Bones had some serious upper body strength and the full weight of his anger behind him. The side of Jim's face flared with pain and his mouth flooded with blood.

Jim laughed as it trickled down his throat and over his lips. He laughed at his own stupidity and he laughed at the stunned, horrified look that had come to replace the anger on McCoy's face.

McCoy stayed frozen to the spot, so shocked and disgusted that it looked as if he'd been the one who had been hit, not Jim.

Jim didn't let people get hits out for nothing. Not these days. Not if he could help it. Still, he couldn't find it in himself to hit Bones back.

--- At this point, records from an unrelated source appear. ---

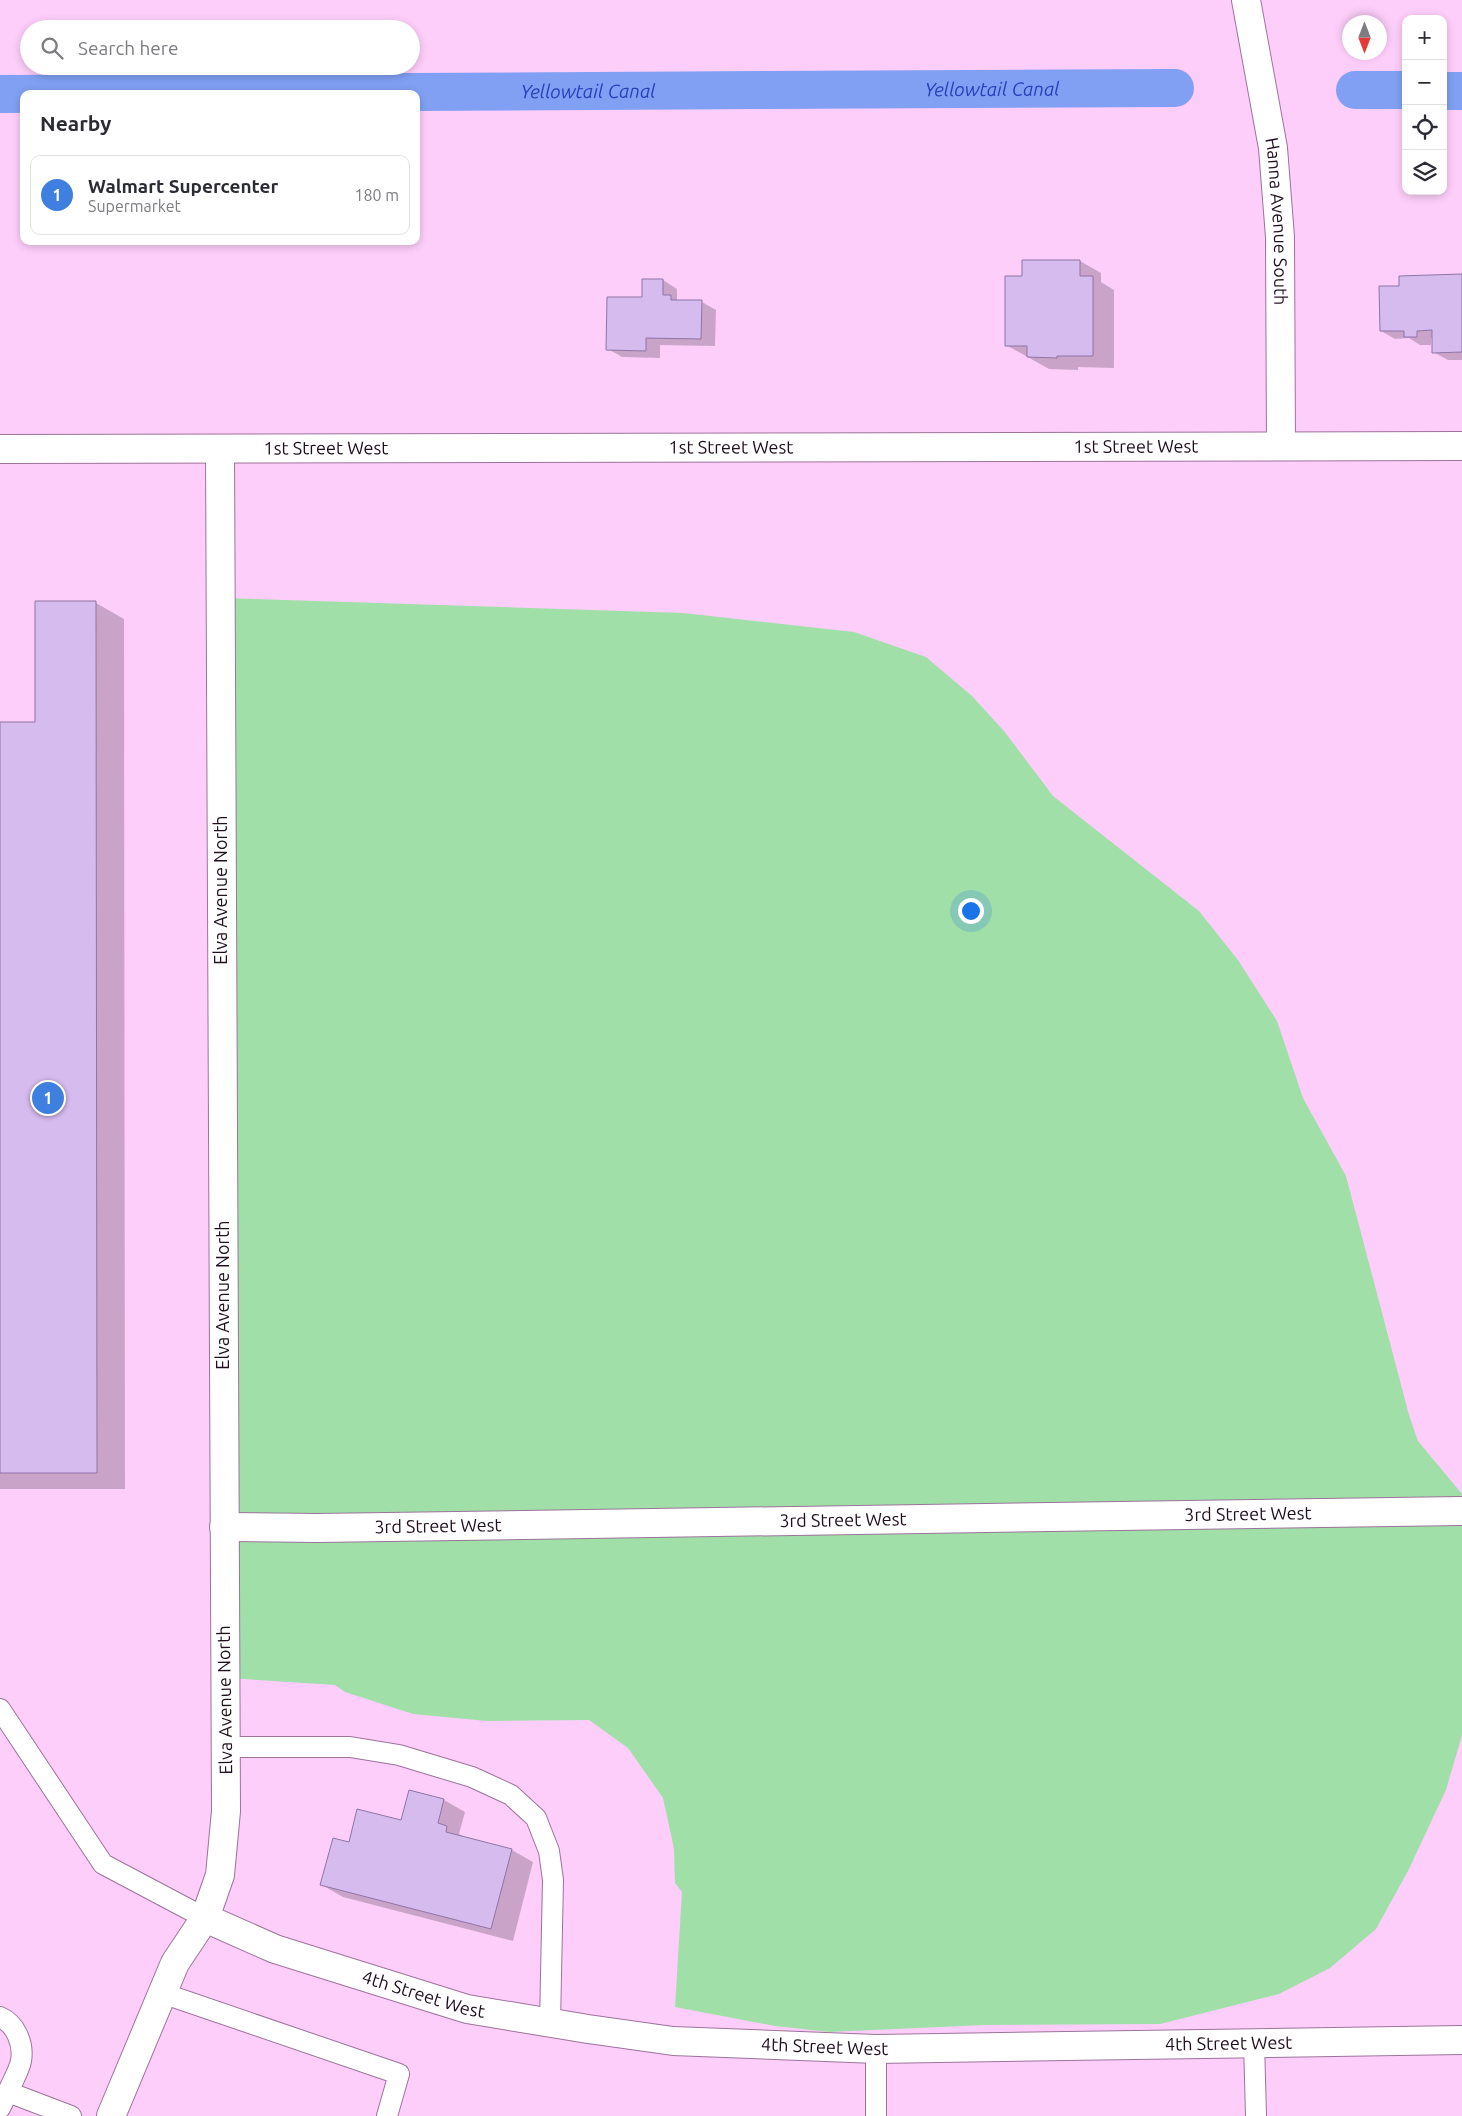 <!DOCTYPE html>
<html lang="en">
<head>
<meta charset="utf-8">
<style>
	:root { --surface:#fff; --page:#f7f7f7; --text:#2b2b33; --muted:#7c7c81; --line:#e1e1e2; --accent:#1a73e8 }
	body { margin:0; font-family:Ubuntu,sans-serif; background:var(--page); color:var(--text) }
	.controls { position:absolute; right:15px; top:15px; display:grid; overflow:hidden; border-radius:10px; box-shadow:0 2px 8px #0003 }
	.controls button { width:45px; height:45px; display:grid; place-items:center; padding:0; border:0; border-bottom:1px solid var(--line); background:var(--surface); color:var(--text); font:25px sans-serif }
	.compass { position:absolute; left:1342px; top:15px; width:45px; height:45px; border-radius:50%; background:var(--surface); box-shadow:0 2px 8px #0003; rotate:180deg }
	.you { position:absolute; left:970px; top:910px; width:18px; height:18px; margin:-12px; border:4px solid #fff; border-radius:50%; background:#1a73e8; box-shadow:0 0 0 8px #1a73e833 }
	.badge { display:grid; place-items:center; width:32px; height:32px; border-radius:50%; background:var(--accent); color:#fff; font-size:16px; font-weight:700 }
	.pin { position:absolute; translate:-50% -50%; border:2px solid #fff; box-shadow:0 1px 5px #0006 }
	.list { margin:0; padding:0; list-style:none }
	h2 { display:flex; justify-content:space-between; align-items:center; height:65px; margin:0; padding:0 20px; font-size:21px }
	h2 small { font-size:16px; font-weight:400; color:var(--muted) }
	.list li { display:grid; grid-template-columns:32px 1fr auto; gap:15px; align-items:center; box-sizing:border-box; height:80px; margin:0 10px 10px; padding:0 10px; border:1px solid var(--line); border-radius:10px }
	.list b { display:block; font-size:19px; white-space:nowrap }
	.list p { margin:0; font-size:16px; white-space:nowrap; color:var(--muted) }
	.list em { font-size:16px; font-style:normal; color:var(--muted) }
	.icon { flex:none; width:28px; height:28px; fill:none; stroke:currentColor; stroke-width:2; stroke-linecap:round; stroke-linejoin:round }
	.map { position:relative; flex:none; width:1462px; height:2116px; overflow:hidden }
	.search { position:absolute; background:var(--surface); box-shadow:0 2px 8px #0003; left:20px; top:20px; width:400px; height:55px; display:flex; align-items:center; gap:12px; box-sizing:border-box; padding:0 18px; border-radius:28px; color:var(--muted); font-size:19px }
	.panel { position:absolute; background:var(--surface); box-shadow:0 2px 8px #0003; left:20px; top:90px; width:400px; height:155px; border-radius:10px }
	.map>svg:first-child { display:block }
</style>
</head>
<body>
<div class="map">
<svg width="1462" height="2116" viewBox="0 0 1462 2116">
	<rect width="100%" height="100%" fill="#fdcefa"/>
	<path fill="#a1dfa9" d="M224,598L683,613L854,632L926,657L972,696L1004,731L1053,796L1199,911L1238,960L1277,1021L1303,1098L1346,1176L1409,1415L1418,1441L1462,1494V1735L1446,1790L1408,1871L1376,1929L1330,1968L1279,1994L1160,2024L985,2025L829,2032L775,2026L675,2007L682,1892L675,1883L674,1849L663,1798L628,1748L589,1720L487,1721L413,1714L345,1692L335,1685L229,1678Z"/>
	<path fill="#0003" d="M1080,261L1101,273V282L1114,290V368L1078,367V370L1049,369L1006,345L1023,277Z
		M1462,276V360H1448L1433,352V338H1431V345H1420L1409,338L1395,339L1381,331L1400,287Z
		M663,280L677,289V300L679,301L702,302L716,310L715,346L660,345V358L622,357L608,349L643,299Z
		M96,603L124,619L125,1489H0V723H36Z
		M444,1800L465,1812L459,1834L467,1838L512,1850L533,1862L513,1941L343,1897L322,1885L350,1844L402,1822Z"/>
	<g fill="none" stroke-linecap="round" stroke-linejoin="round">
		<g stroke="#81a0f4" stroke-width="38">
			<path d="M1355,90H1406"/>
			<path d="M1443,91H1462"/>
			<path id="s1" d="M0,94L1175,88"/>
		</g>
	</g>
	<path fill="#d6bbef" stroke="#8e75a5" d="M1022,260H1080V276H1093V356H1057V358L1027,357V346H1005V276H1022Z
		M1462,274V352L1432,353V330L1417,331V337H1404V331H1380L1379,286H1399V276Z
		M642,279H663V295H671V300H702L701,339L646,338V351L606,350L607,297H642Z
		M35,601H96L97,1473H0V722H35Z
		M409,1790L444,1799L438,1823L447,1826L446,1832L512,1849L491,1929L320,1885L333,1838L349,1842L357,1809L401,1820Z"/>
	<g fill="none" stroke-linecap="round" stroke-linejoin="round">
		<defs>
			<path id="service" d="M0,1709L103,1864L205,1918
				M226,1747H350L399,1755L472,1777L511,1795L536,1818L549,1851L553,1880L550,2023
				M162,1993L399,2074L387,2116
				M0,2017C16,2024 24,2044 21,2061C19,2071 12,2082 8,2092
				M1254,2042L1256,2116
				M876,2049V2116
				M0,2108L8,2092L71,2116"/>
			<g id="minor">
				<path id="s2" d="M1246,0L1273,148L1280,237L1281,446"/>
				<path id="s3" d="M0,449L1462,446"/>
				<path id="s4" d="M224,1527L317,1528L1462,1511"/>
				<path id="s5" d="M205,1918L275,1949L467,2009L588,2029L673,2041L876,2049L1462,2040"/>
				<path d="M111,2116L175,1963L205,1918L220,1875L226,1811L220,449"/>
			</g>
		</defs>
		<use href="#service" stroke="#9d739b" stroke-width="22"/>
		<use href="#minor" stroke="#9d739b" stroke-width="30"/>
		<use href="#service" stroke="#fff" stroke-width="20"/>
		<use href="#minor" stroke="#fff" stroke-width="28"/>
	</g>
	<g text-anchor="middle" stroke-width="5" stroke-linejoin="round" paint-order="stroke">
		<g font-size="18" fill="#20101f" stroke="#fff">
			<text dy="6" stroke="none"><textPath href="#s2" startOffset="224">Hanna Avenue South</textPath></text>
			<text dy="6" stroke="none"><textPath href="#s3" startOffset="1136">1st Street West</textPath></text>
			<text dy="6" stroke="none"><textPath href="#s3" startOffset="731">1st Street West</textPath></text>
			<text dy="6" stroke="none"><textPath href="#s3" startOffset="326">1st Street West</textPath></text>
			<text transform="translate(221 890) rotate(-90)" y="6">Elva Avenue North</text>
			<text transform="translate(223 1295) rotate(-90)" y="6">Elva Avenue North</text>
			<text dy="6" stroke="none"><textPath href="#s4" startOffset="1024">3rd Street West</textPath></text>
			<text dy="6" stroke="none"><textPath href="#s4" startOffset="619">3rd Street West</textPath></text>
			<text dy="6" stroke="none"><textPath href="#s4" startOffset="214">3rd Street West</textPath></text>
			<text transform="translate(225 1700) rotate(-91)" y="6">Elva Avenue North</text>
			<text dy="6" stroke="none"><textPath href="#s5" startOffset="232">4th Street West</textPath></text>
			<text dy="6" stroke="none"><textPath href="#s5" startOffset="1042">4th Street West</textPath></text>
			<text dy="6" stroke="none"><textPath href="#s5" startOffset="638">4th Street West</textPath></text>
		</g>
		<g font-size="19" font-style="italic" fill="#2841b9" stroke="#fff">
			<text dy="7" stroke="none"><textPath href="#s1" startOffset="992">Yellowtail Canal</textPath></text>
			<text dy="7" stroke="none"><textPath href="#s1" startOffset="588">Yellowtail Canal</textPath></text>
		</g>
	</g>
</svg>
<div class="controls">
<button>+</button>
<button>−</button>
<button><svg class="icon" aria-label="locate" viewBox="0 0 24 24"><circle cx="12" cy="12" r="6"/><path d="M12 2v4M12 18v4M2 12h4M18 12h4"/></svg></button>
<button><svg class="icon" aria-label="layers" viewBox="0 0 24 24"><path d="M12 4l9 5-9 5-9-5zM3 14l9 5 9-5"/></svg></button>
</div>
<svg class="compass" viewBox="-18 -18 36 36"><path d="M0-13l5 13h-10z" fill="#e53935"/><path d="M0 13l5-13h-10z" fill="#7c7c81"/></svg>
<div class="you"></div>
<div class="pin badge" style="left:48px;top:1098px;background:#3f7fe0">1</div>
<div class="search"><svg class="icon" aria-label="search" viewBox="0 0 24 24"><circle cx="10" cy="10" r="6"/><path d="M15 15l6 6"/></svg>Search here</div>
<section class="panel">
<h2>Nearby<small></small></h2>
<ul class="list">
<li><span class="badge" style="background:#3f7fe0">1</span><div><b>Walmart Supercenter</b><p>Supermarket</p></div><em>180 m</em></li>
</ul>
</section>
</div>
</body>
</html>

He kept laughing as he walked right out of the door, blood still flowing freely from where his teeth had cut his gums, trickling down from his mouth to stain the collar of his shirt. He'd have a wicked bruise in a few hours.

That, somehow, was just as funny. He was still laughing on the other side of campus, in the lifts, and as he waited outside the closed door of an office he'd spent far too much time in the last few weeks.

Pike opened the door to him, his stern face twisting in shock as he took in Jim's bloody features. After shock came the rage. It was a brief flicker of fierce, protective anger, and though it vanished almost as quickly as it came, it made the throbbing pain ease.

For that look, Jim would let Bones punch him a hundred times.